NBC Fires Winter Olympics Commentator over Pyeongchang Opening Ceremony Remarks

NBC fired Winter Olympics commentator Joshua Cooper Ramo after Ramo offended Pyeongchang locals during the Opening Ceremony by straying into the sensitive issue of Japan-South Korean relations.

"Joshua Cooper Ramo has completed his responsibilities for NBC in Pyeongchang, and will have no further role on our air," an NBC spokesman said in an email to Reuters.

Ramo, who worked as an analyst for NBC, said on air that all Koreans recognized that Japan, which brutally occupied Korea from 1910-1945, had served as an important example in South Korea's own economic transformation. Koreans criticized his remarks and a petition circulated online for action against him.

Ramo's comments came as he noted Japanese Prime Minister Shinzo Abe in attendance at the Pyeongchang Games.

He described Japan as a "country which occupied Korea from 1910 to 1945" and added: "But every Korean will tell you that Japan is a cultural, technological and economic example that has been so important to their own transformation."

NBC, the exclusive US broadcaster of the Olympic Games, initially apologized for Ramo's remarks, and later said he would not be appearing in further Olympics coverage.

"We understand the Korean people were insulted by these comments," one of the anchors said during Saturday's broadcast. According to The Washington Post, the network issued a second apology in writing, and said, "We're very gratified that (the PyeongChang Olympics) has accepted that apology."

South Koreans called the comments ignorant and hurtful.

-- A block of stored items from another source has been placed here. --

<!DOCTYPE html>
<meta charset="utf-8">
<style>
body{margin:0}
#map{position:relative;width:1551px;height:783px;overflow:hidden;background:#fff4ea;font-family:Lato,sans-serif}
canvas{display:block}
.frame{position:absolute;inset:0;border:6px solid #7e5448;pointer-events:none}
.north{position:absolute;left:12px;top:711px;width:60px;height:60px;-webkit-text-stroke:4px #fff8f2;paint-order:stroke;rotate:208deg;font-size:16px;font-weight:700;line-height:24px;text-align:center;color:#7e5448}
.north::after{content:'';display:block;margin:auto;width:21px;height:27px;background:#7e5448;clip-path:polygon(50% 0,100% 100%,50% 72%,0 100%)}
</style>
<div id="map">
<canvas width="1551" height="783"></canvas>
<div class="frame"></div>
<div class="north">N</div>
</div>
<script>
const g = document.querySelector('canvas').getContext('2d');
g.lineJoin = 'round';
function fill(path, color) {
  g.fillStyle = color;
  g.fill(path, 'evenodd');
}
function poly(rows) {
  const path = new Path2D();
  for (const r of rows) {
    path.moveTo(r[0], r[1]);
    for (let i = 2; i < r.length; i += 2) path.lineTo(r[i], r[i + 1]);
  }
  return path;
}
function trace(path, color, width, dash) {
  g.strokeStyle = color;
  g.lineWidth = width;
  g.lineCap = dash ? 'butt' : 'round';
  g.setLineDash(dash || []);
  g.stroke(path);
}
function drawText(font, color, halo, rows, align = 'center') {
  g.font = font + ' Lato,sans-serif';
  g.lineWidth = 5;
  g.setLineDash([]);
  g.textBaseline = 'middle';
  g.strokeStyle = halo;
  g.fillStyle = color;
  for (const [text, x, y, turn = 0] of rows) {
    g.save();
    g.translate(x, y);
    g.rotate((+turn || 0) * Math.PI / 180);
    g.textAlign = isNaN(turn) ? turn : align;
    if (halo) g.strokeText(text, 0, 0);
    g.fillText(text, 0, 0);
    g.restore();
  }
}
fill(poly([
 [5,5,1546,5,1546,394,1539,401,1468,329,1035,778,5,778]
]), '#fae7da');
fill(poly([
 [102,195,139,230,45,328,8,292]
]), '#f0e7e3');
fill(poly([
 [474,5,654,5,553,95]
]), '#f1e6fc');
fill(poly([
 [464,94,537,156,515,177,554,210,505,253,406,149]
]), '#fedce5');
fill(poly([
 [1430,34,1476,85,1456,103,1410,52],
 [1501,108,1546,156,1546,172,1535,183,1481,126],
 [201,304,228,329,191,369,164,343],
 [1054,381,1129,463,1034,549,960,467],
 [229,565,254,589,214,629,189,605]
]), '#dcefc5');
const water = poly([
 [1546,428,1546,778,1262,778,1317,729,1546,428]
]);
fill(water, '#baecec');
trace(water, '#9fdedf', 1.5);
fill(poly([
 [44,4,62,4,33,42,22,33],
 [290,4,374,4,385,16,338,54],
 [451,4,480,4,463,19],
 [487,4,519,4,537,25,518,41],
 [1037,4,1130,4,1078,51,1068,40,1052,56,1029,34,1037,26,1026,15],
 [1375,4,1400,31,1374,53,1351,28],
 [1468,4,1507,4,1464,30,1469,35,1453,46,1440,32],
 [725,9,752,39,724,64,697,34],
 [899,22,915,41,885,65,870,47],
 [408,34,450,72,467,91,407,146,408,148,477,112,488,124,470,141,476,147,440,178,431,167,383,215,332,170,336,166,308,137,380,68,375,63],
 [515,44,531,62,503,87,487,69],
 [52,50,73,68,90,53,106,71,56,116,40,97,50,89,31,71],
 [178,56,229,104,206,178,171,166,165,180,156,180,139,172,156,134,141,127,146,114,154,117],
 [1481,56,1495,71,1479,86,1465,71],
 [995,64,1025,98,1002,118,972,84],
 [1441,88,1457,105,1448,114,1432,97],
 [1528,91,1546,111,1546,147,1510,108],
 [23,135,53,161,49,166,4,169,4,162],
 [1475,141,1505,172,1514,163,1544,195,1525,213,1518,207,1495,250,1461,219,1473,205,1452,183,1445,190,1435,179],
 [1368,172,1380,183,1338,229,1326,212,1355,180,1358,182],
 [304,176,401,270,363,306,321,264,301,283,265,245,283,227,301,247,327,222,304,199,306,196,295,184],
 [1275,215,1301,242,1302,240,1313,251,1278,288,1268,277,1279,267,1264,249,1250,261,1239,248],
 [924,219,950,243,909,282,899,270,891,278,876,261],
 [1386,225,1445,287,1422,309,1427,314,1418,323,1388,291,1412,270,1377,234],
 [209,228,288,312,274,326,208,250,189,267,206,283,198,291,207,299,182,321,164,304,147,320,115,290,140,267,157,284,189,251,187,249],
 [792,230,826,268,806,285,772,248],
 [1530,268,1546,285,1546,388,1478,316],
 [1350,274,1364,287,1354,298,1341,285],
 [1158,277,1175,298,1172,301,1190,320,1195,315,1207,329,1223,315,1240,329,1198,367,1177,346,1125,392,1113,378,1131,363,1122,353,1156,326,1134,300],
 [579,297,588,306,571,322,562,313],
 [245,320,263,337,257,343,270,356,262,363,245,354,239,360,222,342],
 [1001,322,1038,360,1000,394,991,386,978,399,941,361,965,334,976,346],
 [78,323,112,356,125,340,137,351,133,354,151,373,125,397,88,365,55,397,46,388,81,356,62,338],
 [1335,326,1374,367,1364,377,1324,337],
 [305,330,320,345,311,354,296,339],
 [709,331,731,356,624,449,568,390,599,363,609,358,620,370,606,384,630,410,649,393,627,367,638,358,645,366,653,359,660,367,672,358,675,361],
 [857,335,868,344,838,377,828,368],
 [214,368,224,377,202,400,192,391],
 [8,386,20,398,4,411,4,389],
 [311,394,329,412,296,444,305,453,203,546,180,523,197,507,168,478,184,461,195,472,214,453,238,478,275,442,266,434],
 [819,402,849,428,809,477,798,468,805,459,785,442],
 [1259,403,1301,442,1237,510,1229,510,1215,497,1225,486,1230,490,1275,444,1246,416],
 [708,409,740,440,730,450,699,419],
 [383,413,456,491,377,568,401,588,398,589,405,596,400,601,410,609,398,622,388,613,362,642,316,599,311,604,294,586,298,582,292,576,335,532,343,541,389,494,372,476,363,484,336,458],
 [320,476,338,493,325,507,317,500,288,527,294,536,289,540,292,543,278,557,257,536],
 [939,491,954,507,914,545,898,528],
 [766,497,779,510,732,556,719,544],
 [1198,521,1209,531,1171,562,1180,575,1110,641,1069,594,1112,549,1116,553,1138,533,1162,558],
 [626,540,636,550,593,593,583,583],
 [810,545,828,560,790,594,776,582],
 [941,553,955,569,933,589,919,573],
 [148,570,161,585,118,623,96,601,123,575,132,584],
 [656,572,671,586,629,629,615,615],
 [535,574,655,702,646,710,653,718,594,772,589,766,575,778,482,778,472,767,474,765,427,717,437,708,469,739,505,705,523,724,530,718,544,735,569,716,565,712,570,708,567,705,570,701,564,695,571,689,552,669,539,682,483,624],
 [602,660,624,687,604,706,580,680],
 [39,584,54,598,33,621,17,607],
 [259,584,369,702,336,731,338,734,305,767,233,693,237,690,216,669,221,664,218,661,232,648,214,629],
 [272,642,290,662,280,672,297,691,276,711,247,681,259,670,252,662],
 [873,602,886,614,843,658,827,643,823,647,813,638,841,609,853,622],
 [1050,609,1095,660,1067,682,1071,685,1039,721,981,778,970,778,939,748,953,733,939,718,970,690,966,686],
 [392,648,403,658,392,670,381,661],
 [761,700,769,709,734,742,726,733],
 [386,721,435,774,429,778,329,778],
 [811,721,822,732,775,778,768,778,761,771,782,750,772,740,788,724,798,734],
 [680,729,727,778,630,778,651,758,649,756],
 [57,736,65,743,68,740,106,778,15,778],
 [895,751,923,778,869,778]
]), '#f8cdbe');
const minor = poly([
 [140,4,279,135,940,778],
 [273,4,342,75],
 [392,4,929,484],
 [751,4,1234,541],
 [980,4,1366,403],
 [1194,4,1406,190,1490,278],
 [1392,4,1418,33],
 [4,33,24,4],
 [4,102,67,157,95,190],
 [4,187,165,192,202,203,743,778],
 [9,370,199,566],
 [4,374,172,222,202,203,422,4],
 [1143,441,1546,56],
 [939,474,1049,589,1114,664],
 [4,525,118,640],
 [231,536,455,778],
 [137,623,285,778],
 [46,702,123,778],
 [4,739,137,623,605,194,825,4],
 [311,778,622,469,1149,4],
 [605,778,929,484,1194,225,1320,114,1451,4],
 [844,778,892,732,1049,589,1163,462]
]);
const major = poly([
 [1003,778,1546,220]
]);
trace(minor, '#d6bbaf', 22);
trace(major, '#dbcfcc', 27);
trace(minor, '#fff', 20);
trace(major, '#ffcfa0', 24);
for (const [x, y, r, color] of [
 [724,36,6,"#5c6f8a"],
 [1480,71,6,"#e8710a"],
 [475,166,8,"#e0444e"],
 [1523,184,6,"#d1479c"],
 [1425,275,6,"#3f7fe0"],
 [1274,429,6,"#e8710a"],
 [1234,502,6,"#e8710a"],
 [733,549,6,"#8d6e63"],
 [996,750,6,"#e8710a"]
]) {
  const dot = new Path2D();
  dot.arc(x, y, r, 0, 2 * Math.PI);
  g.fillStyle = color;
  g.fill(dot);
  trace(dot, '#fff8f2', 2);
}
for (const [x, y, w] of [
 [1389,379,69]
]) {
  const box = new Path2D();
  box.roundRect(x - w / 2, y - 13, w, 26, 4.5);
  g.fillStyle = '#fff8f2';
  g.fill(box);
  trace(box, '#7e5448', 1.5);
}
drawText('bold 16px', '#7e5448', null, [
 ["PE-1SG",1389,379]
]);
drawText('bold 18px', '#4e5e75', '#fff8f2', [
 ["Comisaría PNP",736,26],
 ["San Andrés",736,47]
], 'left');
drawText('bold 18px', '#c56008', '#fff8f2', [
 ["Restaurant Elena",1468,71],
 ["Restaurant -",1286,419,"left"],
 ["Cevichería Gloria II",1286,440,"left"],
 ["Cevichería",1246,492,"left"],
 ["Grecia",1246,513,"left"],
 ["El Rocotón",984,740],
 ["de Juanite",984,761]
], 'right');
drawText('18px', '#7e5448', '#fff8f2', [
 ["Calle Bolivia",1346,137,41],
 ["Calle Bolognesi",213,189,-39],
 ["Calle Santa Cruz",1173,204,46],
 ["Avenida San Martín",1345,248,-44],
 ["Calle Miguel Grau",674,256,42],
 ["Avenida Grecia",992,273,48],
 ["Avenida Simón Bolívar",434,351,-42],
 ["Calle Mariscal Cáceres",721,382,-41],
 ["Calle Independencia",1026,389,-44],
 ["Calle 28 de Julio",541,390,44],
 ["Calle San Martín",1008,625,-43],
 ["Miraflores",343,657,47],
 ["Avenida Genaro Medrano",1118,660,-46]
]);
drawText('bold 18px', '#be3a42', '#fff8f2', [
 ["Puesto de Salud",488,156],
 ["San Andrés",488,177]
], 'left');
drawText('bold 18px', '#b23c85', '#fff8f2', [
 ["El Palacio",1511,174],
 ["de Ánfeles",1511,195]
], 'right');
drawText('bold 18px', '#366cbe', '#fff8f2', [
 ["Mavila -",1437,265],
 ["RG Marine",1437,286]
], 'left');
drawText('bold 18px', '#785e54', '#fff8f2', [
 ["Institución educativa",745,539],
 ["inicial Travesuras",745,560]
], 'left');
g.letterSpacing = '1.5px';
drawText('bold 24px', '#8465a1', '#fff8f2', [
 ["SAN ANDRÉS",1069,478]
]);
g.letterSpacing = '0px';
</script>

The petition calling for an apology from NBC drew more than 13,000 signatures.

Many South Koreans have used social media to express their anger, including posting heated comments on NBC's pages.

"You owe a formal apology to the Korean nation for diminishing and ridiculing our painful history during the years of Japanese colonization," said one commenter on NBC's Instagram page.

"Many of our grandfathers and grandmothers were killed by [Japan] and young girls forced to be comfort women. NBC should not say that," another added, referencing the controversial use of South Korea women, many of them forced, in Japanese military brothels.

"Your comments were hurtful and ignorant. Put in some effort to study the country hosting the Olympics," one Instagram user said.

Ramo is vice chairman and co-CEO of the Kissinger Associates consulting firm and has written extensively on Asian economics and politics. According to his website, Ramo is based in Beijing and New York and is a Mandarin speaker, and was also brought on by NBC as a commentator during the 2008 Beijing Olympics, for which he won an Emmy award.

Japan has issued several apologies for its occupation of the Korean peninsula, which saw Koreans forced to fight on the frontline, to work as slaves or in brothels.

But the occupation, particularly the issue of forced sex slavery, remain deeply sensitive for many in South Korea.